SUPPLIED MATERIAL
---*---

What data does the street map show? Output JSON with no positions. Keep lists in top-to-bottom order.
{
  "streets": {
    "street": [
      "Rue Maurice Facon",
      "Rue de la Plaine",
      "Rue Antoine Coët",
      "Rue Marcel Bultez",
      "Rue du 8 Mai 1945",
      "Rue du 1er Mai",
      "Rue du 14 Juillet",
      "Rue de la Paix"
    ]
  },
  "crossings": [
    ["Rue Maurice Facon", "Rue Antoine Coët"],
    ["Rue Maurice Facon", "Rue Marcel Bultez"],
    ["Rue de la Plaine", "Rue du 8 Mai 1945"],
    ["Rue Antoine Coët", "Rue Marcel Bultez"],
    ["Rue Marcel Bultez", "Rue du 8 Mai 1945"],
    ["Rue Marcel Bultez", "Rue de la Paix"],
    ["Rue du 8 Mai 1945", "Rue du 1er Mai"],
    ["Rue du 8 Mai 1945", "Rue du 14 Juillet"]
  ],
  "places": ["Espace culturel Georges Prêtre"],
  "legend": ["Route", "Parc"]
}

---*---

THE PROBLEM
Report each line of the material above where the word "Coët" appears.

EXPECTED ANSWER
      "Rue Antoine Coët",
    ["Rue Maurice Facon", "Rue Antoine Coët"],
    ["Rue Antoine Coët", "Rue Marcel Bultez"],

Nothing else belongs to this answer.